The self-evident conditions for slab failure are:
- Yield condition: Slab is significantly cracked
- Mechanism condition: Slab distortion is geometrically compatible with crack pattern
- Equilibrium condition: Resultant soil pressure equals total foundation load
In the context of slabs on moisture reactive soil, the yield condition is taken as significant cracking. In this context, cracking due to concrete shrinkage is not significant. However, it should be noted that concrete shrinkage cracks may trigger yield line cracks. Taking a rectangular slab as an example, potential failure mechanisms for slabs on moisture reactive soil are:
Global doming & dishing failures – The shaded portion in the diagram at left represents the soil-slab contact area in doming mode failures, and the non-contact area in dishing mode failures. The yield line crack patterns for global doming and dishing failure mechanisms develop as follows: The first yield line crack more than likely starts along the centerline parallel to the long side of the rectangle, where the bending moment is greatest. As foundation movement increases, the central yield line crack lengthens and then splits into two lines heading at about 450 angles to the corners. The fully developed yield line crack pattern looks like a shallow hipped roof. When the yield line cracks are fully developed, further distortion of the slab is like the motion of a three-dimensional mechanism consisting of four plane segments hinged together along the yield line cracks and rotating relative to each other about the yield line cracks. Cracking is on the top surface of the slab in doming distortion, and on the bottom surface of the stiffening ribs in dishing distortion.
Local corner and edge failures – The problem with potential local corner and edge failure mechanisms is that there is no way of relating them to foundation movement. Designers wishing to explore corner and edge failures could consider taking distance e in the diagram at left as the edge distance defined in AS-2870.

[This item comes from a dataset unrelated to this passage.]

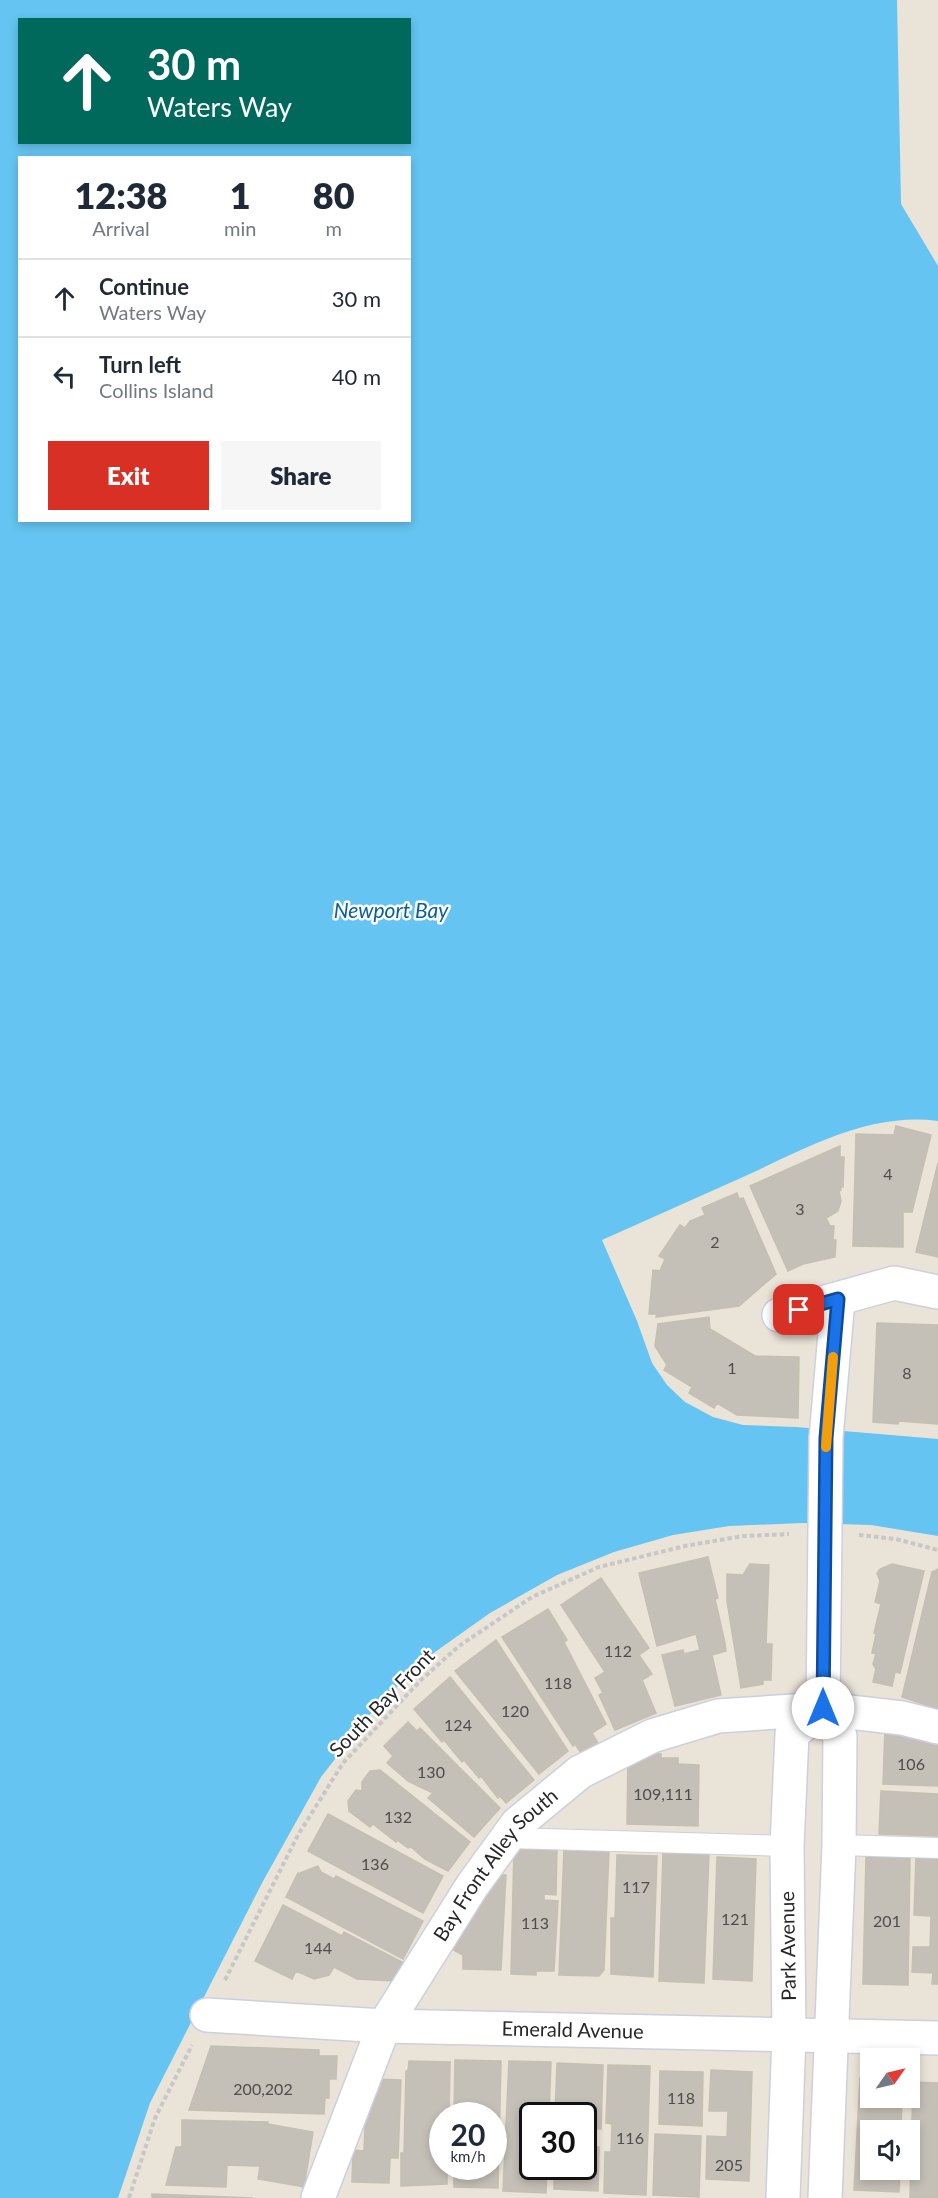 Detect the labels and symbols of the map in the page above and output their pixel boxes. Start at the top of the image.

Local slab panel failure – The yield line crack pattern for local slab panel failure is similar to global failures, with additional yield line cracks around the panel edges. The critical panel for stiffened rafts is where the upward soil pressure is greatest, at the center of the slab in subsiding foundation movement, in which case all four panel edges are continuous, and at a corner of the slab in heaving foundation movement, in which case only two edges are continuous. There is no soil pressure on the slab panels of waffle rafts, so the critical condition is a concentrated load in the middle of a panel at a corner of the slab.

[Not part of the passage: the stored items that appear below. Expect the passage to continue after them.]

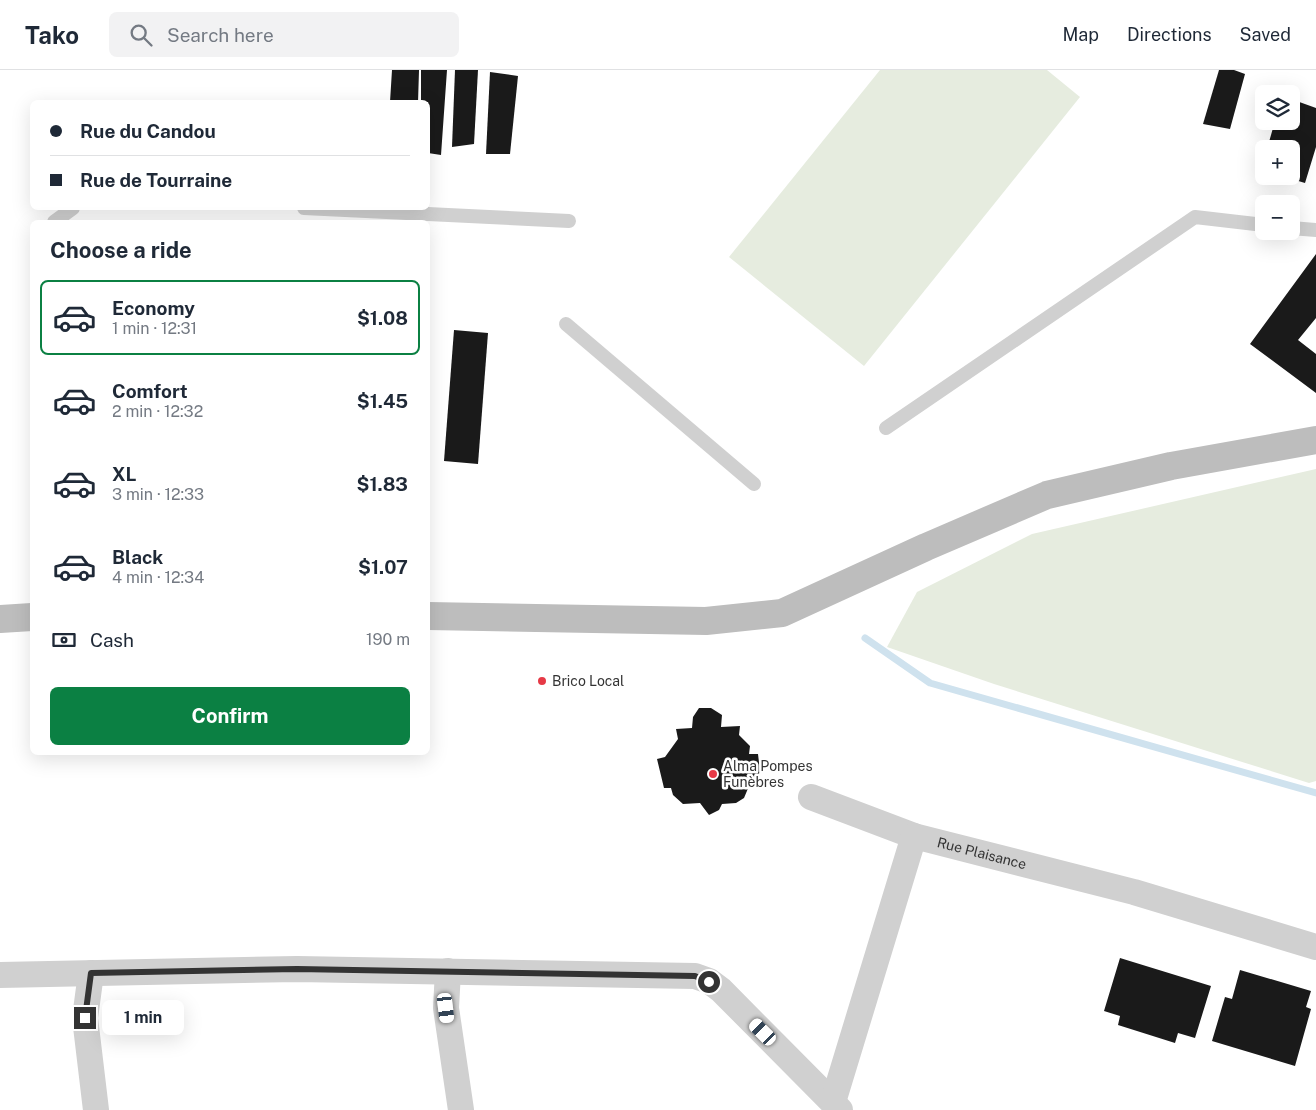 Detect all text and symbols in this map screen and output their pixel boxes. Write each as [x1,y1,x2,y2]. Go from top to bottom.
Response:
search box [109,12,459,57]
text: Tako [25,21,79,49]
icon: search [127,21,155,49]
text: Search here [167,24,274,46]
text: Map [1062,24,1099,45]
text: Directions [1127,24,1212,45]
text: Saved [1240,24,1291,45]
map controls [1255,85,1300,240]
button: layers [1255,85,1300,130]
text: Rue du Candou [80,120,216,142]
button: + [1255,140,1300,185]
text: Rue de Tourraine [80,169,232,191]
button: − [1255,195,1300,240]
text: Choose a ride [50,237,192,263]
icon: car [52,295,97,340]
text: Economy [112,297,195,319]
text: $1.08 [357,307,408,329]
text: 1 min · 12:31 [112,319,197,338]
icon: car [52,378,97,423]
text: Comfort [112,380,188,402]
text: $1.45 [357,390,408,412]
text: 2 min · 12:32 [112,402,203,421]
icon: car [52,461,97,506]
text: XL [112,463,137,485]
text: $1.83 [356,473,408,495]
text: 3 min · 12:33 [112,485,204,504]
icon: car [52,544,97,589]
text: Black [112,546,163,568]
text: $1.07 [358,556,408,578]
text: 4 min · 12:34 [112,568,204,587]
icon: cash [50,626,78,654]
text: Cash [90,629,134,651]
text: 190 m [366,630,410,649]
place label: Brico Local [552,673,624,689]
marker: Brico Local [536,675,548,687]
button: Confirm [50,687,410,745]
place label: Alma Pompes Funèbres [723,758,812,790]
marker: Alma Pompes Funèbres [707,768,719,780]
street label: Rue Plaisance [935,834,1028,872]
route start [698,971,720,993]
car [436,992,455,1024]
callout: 1 min [102,1000,185,1036]
route end [74,1007,96,1029]
text: 1 min [124,1008,162,1027]
car [747,1016,778,1048]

Critical failure mechanism – According to the upper and lower bound theorems* in structural mechanics, the critical failure mechanism for slabs on moisture reactive soil exhibits the lowest foundation movement capacity and requires the highest strength to sustain the most severe combination of loading and foundation movement. It is impossible to predict a-priori which failure mechanism governs. Global doming failure usually governs on building sites under normal moisture conditions at time of construction. Global dishing failure may govern on building sites that are abnormally dry at time of construction, followed by a prolonged period of wet weather. Local corner and edge failures may govern on building sites exhibiting non-uniform soil characteristics, such as for example inadequately compacted soil on a cut-fill site, or the presence of gilgais, or the development of sink holes. Isolated slab panel failure may govern when stiffening ribs are too widely spaced or when isolated slab panels are too thin.
* Like, “The strength of a chain is that of its weakest link” – Slabs on moisture reactive soil fail when, where and how they most easily can.